Assuming there’s really a script there that does what you say, then that script shows how to access the contents of an open file using the PythonScript plugin inside Notepad++. The rest is just a change of algorithm and is really a Python coding question, not a “how to use Notepad++” or even “how to use Notepad++'s PythonScript plugin to access the notepad+±specific aspects of a script”
If you had given me something safe to start from (preferably with trying to make the changes yourself first, before asking for
free code-writing serviceour help in converting code from doing function X to doing function Y), I would have edited what you gave. But since I won’t go to an unknown site, I would have to do too much framework for what I have time for right now.As a consolation prize, here is the algorithm I would use (and it’s the algorithm that’s often the hardest thing to come up with):
- using the editor1 and editor2 objects in PythonScript (I assume the example used the editor object, which is equivalent to whichever of those two was active; the two objects I listed would be used if file1 was in editor1 and file2 in editor2), read each file row by row, into separate arrays (file_array1 and file_array2, for example)

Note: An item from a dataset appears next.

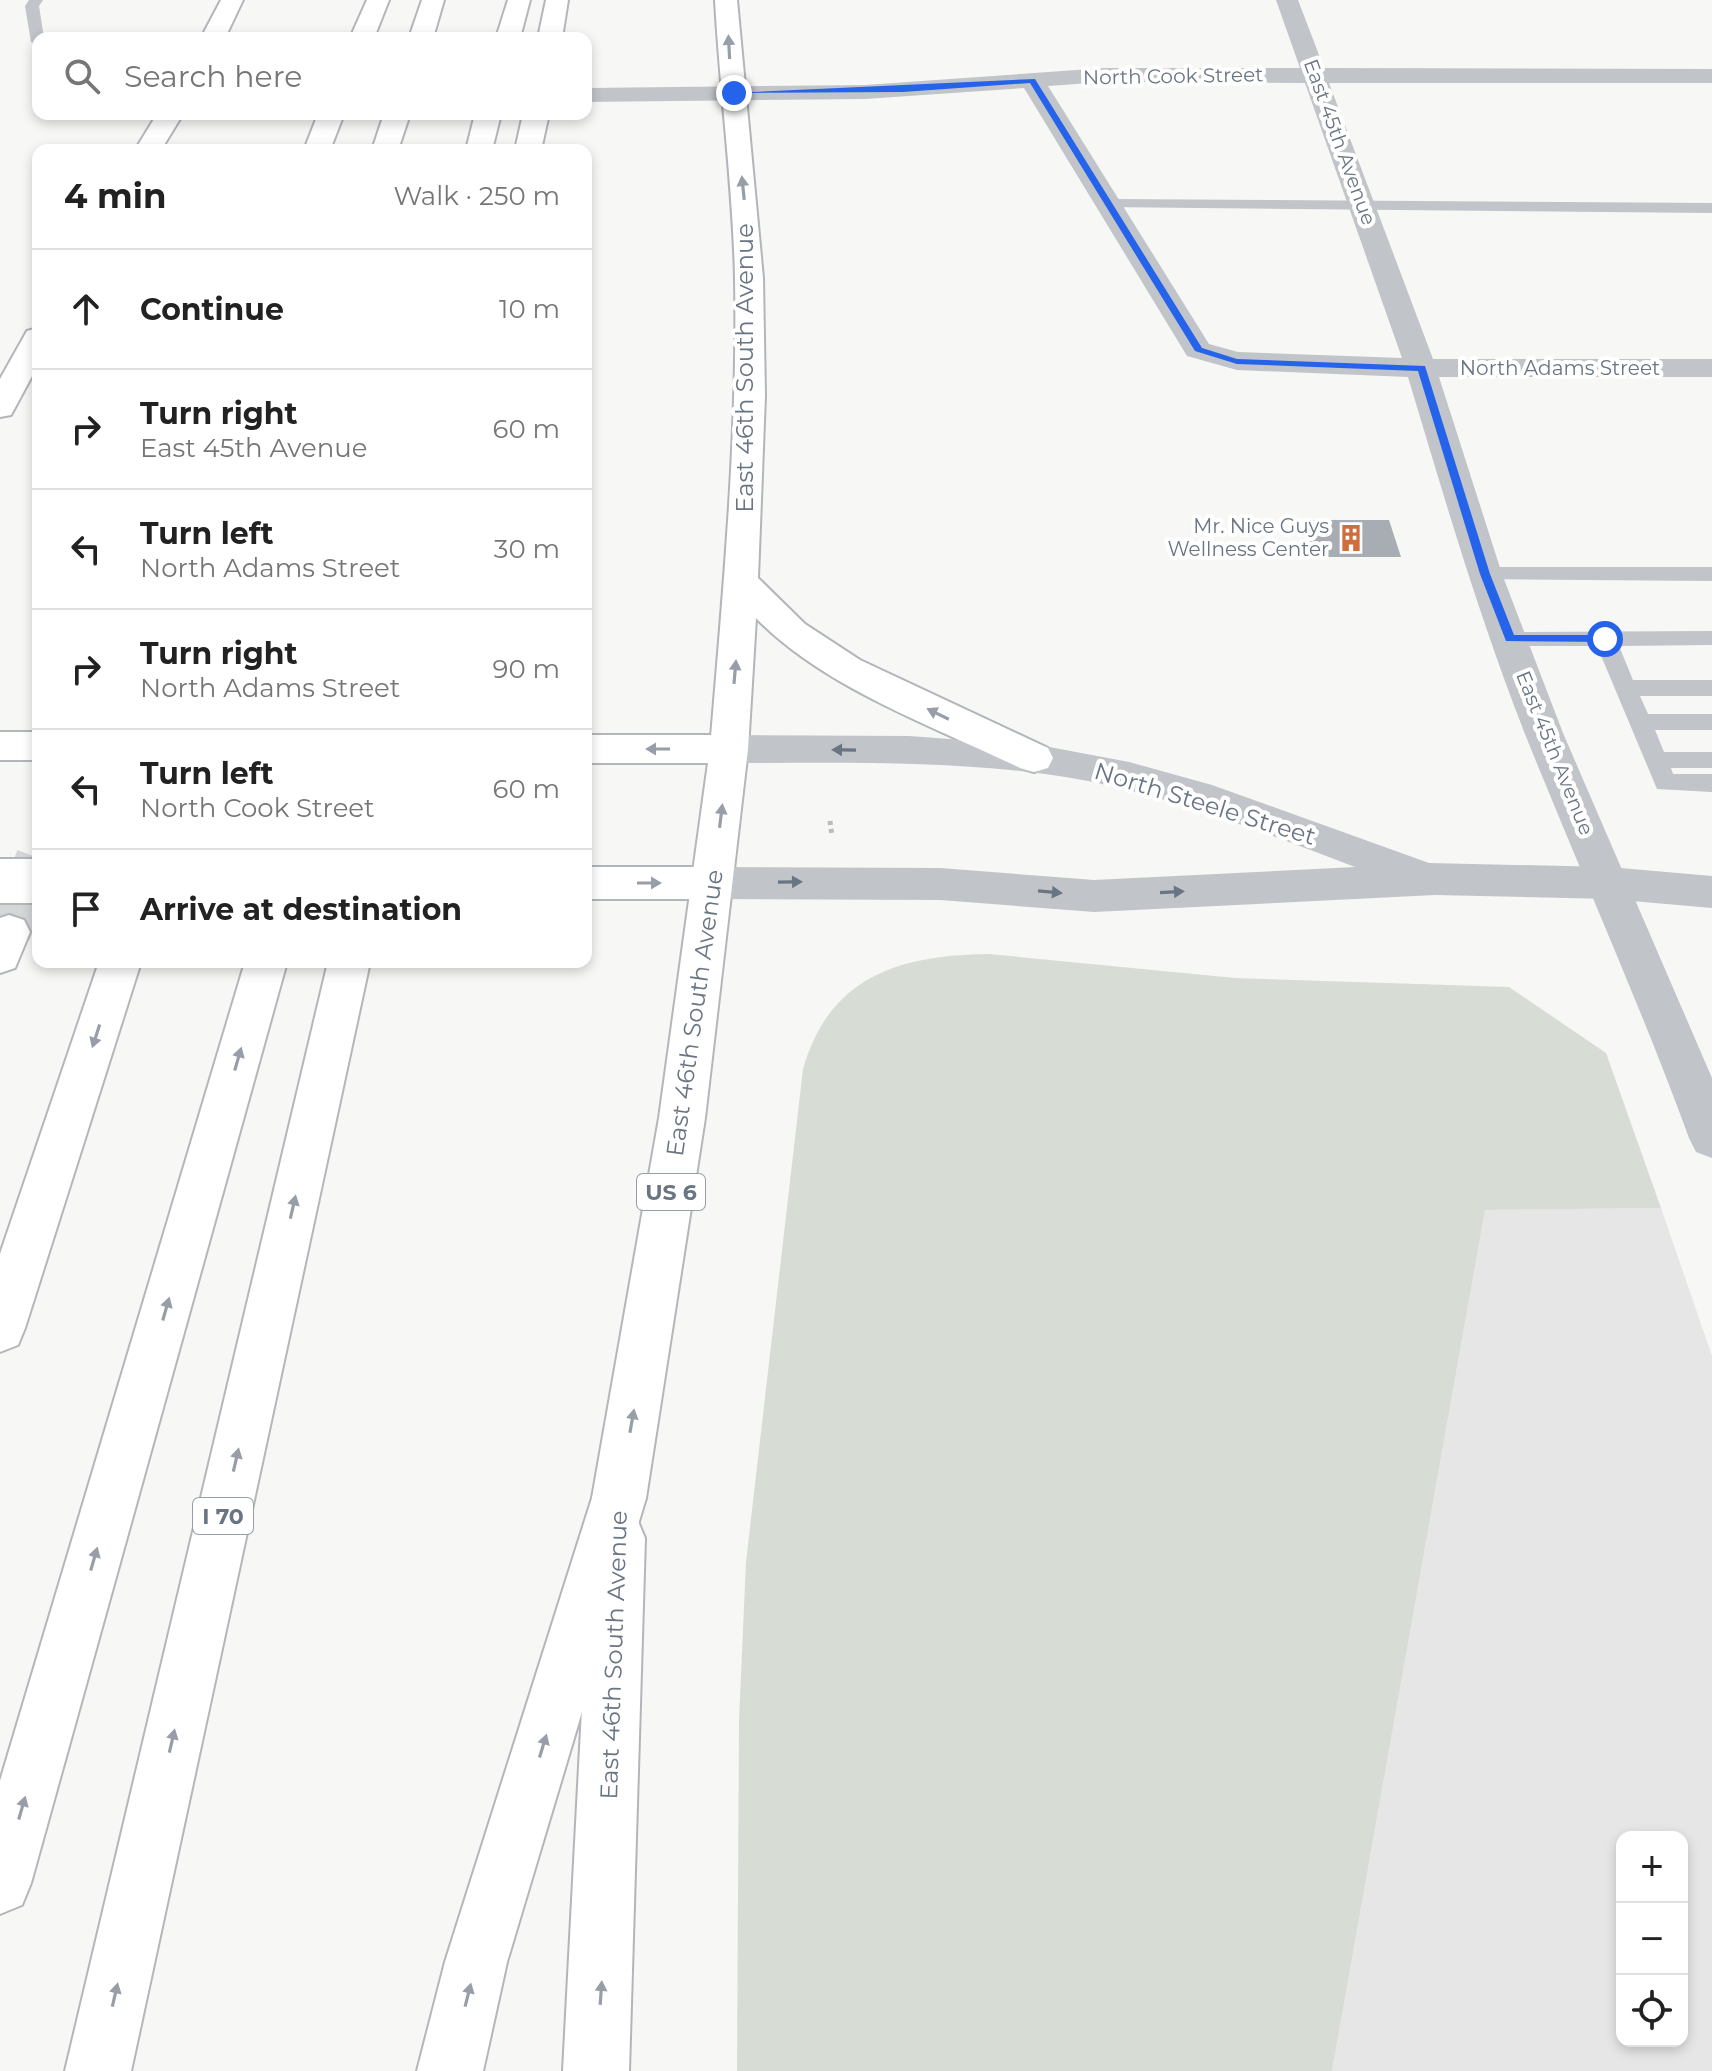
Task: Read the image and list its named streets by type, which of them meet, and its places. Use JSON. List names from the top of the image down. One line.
{"streets":{"main road":["East 46th South Avenue","US 6","I 70"],"street":["North Cook Street","East 45th Avenue","North Adams Street","North Steele Street"]},"crossings":[["North Cook Street","East 45th Avenue"],["North Cook Street","East 46th South Avenue"],["North Cook Street","North Adams Street"],["East 45th Avenue","North Adams Street"],["East 45th Avenue","North Steele Street"],["East 46th South Avenue","North Steele Street"],["East 46th South Avenue","US 6"]],"places":{"building":["Mr. Nice Guys Wellness Center"]},"page":{"search":"Search here","heading":["4 min","Walk · 250 m"],"list":[["Continue","10 m"],["Turn right","East 45th Avenue","60 m"],["Turn left","North Adams Street","30 m"],["Turn right","North Adams Street","90 m"],["Turn left","North Cook Street","60 m"],"Arrive at destination"],"map_buttons":["+","−"]}}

- if length(file_array1) <> length(file_array2), do error processing (either pick the shorter length, or bomb out with an error for the user to correct the data)
- generate a range of indexes the right size for file_array1 and file_array2 (if each has 100 lines, it would be 0…99) –
range(0, length(file_array1))
or similar (syntax from memory, untested) - shuffle (randomize) that range – I assume your link did a shuffle similar to this, so you can look at how that code did it
- foreach index
idx
in the shuffled range, grab theidx
th element from each of the arrays, and write them to that appropriate line in the original files
Sorry I couldn’t be more help for now… Maybe later today, I’ll find a Round Tuit to implement that code.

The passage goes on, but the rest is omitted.